## Problem statement
The answer must consist of the entire listing, repeated exactly.

## Given records
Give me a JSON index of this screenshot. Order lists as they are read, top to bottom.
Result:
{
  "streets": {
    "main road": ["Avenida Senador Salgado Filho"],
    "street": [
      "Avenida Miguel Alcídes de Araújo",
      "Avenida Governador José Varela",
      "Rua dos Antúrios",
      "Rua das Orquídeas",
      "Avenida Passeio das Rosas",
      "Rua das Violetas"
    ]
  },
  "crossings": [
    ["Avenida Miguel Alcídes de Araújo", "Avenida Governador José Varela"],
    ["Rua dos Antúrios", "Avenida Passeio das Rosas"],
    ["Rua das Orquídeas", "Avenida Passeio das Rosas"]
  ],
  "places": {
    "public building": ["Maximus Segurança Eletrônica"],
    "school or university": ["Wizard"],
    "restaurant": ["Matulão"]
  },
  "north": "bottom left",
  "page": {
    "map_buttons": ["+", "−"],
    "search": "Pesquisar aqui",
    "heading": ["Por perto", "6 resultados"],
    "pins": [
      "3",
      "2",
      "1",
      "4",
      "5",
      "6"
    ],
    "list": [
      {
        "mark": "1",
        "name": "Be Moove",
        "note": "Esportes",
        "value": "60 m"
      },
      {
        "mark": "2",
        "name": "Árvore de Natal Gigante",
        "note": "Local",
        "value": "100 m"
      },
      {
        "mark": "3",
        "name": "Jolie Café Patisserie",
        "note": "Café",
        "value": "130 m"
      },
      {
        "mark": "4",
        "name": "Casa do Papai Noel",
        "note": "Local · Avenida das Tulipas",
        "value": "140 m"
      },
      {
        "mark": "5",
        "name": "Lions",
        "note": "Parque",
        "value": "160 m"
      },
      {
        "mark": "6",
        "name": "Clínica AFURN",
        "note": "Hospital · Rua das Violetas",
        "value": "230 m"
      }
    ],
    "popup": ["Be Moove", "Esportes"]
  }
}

## Response
Give me a JSON index of this screenshot. Order lists as they are read, top to bottom.
Result:
{
  "streets": {
    "main road": ["Avenida Senador Salgado Filho"],
    "street": [
      "Avenida Miguel Alcídes de Araújo",
      "Avenida Governador José Varela",
      "Rua dos Antúrios",
      "Rua das Orquídeas",
      "Avenida Passeio das Rosas",
      "Rua das Violetas"
    ]
  },
  "crossings": [
    ["Avenida Miguel Alcídes de Araújo", "Avenida Governador José Varela"],
    ["Rua dos Antúrios", "Avenida Passeio das Rosas"],
    ["Rua das Orquídeas", "Avenida Passeio das Rosas"]
  ],
  "places": {
    "public building": ["Maximus Segurança Eletrônica"],
    "school or university": ["Wizard"],
    "restaurant": ["Matulão"]
  },
  "north": "bottom left",
  "page": {
    "map_buttons": ["+", "−"],
    "search": "Pesquisar aqui",
    "heading": ["Por perto", "6 resultados"],
    "pins": [
      "3",
      "2",
      "1",
      "4",
      "5",
      "6"
    ],
    "list": [
      {
        "mark": "1",
        "name": "Be Moove",
        "note": "Esportes",
        "value": "60 m"
      },
      {
        "mark": "2",
        "name": "Árvore de Natal Gigante",
        "note": "Local",
        "value": "100 m"
      },
      {
        "mark": "3",
        "name": "Jolie Café Patisserie",
        "note": "Café",
        "value": "130 m"
      },
      {
        "mark": "4",
        "name": "Casa do Papai Noel",
        "note": "Local · Avenida das Tulipas",
        "value": "140 m"
      },
      {
        "mark": "5",
        "name": "Lions",
        "note": "Parque",
        "value": "160 m"
      },
      {
        "mark": "6",
        "name": "Clínica AFURN",
        "note": "Hospital · Rua das Violetas",
        "value": "230 m"
      }
    ],
    "popup": ["Be Moove", "Esportes"]
  }
}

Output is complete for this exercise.